━━━━━ INFORMATION PROVIDED
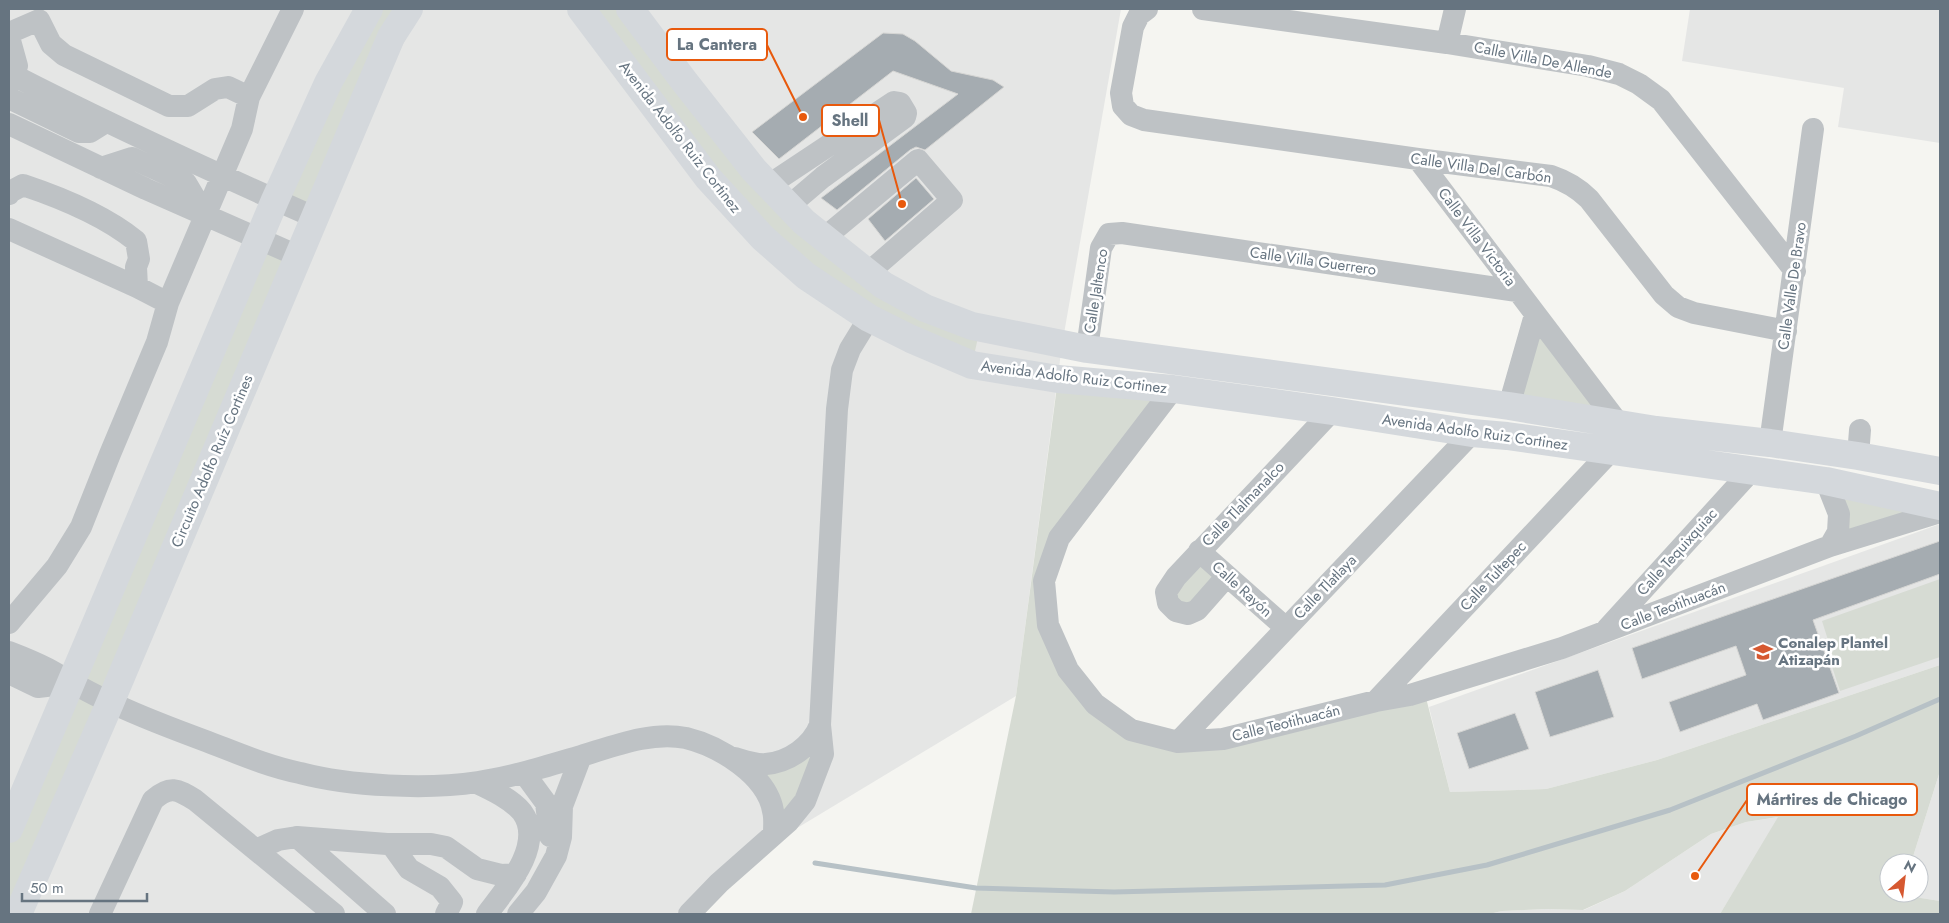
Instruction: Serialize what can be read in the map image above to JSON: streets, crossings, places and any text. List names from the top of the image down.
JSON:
{
  "streets": {
    "main road": ["Avenida Adolfo Ruiz Cortinez", "Circuito Adolfo Ruíz Cortines"],
    "street": [
      "Calle Villa De Allende",
      "Calle Villa Del Carbón",
      "Calle Villa Victoria",
      "Calle Villa Guerrero",
      "Calle Valle De Bravo",
      "Calle Jaltenco",
      "Calle Tlalmanalco",
      "Calle Tequixquiac",
      "Calle Tultepec",
      "Calle Tlatlaya",
      "Calle Rayón",
      "Calle Teotihuacán"
    ]
  },
  "crossings": [
    ["Calle Villa De Allende", "Calle Valle De Bravo"],
    ["Avenida Adolfo Ruiz Cortinez", "Calle Villa Victoria"],
    ["Avenida Adolfo Ruiz Cortinez", "Calle Valle De Bravo"],
    ["Avenida Adolfo Ruiz Cortinez", "Calle Jaltenco"],
    ["Avenida Adolfo Ruiz Cortinez", "Calle Tlalmanalco"],
    ["Avenida Adolfo Ruiz Cortinez", "Calle Tequixquiac"],
    ["Avenida Adolfo Ruiz Cortinez", "Calle Tultepec"],
    ["Avenida Adolfo Ruiz Cortinez", "Calle Tlatlaya"],
    ["Avenida Adolfo Ruiz Cortinez", "Calle Teotihuacán"],
    ["Calle Villa Del Carbón", "Calle Villa Victoria"],
    ["Calle Villa Del Carbón", "Calle Valle De Bravo"],
    ["Calle Villa Victoria", "Calle Villa Guerrero"],
    ["Calle Villa Guerrero", "Calle Jaltenco"],
    ["Calle Tlalmanalco", "Calle Rayón"],
    ["Calle Tequixquiac", "Calle Teotihuacán"],
    ["Calle Tultepec", "Calle Teotihuacán"],
    ["Calle Tlatlaya", "Calle Rayón"],
    ["Calle Tlatlaya", "Calle Teotihuacán"]
  ],
  "places": {
    "other": ["La Cantera", "Shell", "Mártires de Chicago"],
    "school or university": ["Conalep Plantel Atizapán"]
  },
  "scale_bar": "50 m",
  "north": "top right"
}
━━━━━━━━━━
Set down the records again verbatim, with no pictures.

**THE COMPLETED TASK:**
Instruction: Serialize what can be read in the map image above to JSON: streets, crossings, places and any text. List names from the top of the image down.
JSON:
{
  "streets": {
    "main road": ["Avenida Adolfo Ruiz Cortinez", "Circuito Adolfo Ruíz Cortines"],
    "street": [
      "Calle Villa De Allende",
      "Calle Villa Del Carbón",
      "Calle Villa Victoria",
      "Calle Villa Guerrero",
      "Calle Valle De Bravo",
      "Calle Jaltenco",
      "Calle Tlalmanalco",
      "Calle Tequixquiac",
      "Calle Tultepec",
      "Calle Tlatlaya",
      "Calle Rayón",
      "Calle Teotihuacán"
    ]
  },
  "crossings": [
    ["Calle Villa De Allende", "Calle Valle De Bravo"],
    ["Avenida Adolfo Ruiz Cortinez", "Calle Villa Victoria"],
    ["Avenida Adolfo Ruiz Cortinez", "Calle Valle De Bravo"],
    ["Avenida Adolfo Ruiz Cortinez", "Calle Jaltenco"],
    ["Avenida Adolfo Ruiz Cortinez", "Calle Tlalmanalco"],
    ["Avenida Adolfo Ruiz Cortinez", "Calle Tequixquiac"],
    ["Avenida Adolfo Ruiz Cortinez", "Calle Tultepec"],
    ["Avenida Adolfo Ruiz Cortinez", "Calle Tlatlaya"],
    ["Avenida Adolfo Ruiz Cortinez", "Calle Teotihuacán"],
    ["Calle Villa Del Carbón", "Calle Villa Victoria"],
    ["Calle Villa Del Carbón", "Calle Valle De Bravo"],
    ["Calle Villa Victoria", "Calle Villa Guerrero"],
    ["Calle Villa Guerrero", "Calle Jaltenco"],
    ["Calle Tlalmanalco", "Calle Rayón"],
    ["Calle Tequixquiac", "Calle Teotihuacán"],
    ["Calle Tultepec", "Calle Teotihuacán"],
    ["Calle Tlatlaya", "Calle Rayón"],
    ["Calle Tlatlaya", "Calle Teotihuacán"]
  ],
  "places": {
    "other": ["La Cantera", "Shell", "Mártires de Chicago"],
    "school or university": ["Conalep Plantel Atizapán"]
  },
  "scale_bar": "50 m",
  "north": "top right"
}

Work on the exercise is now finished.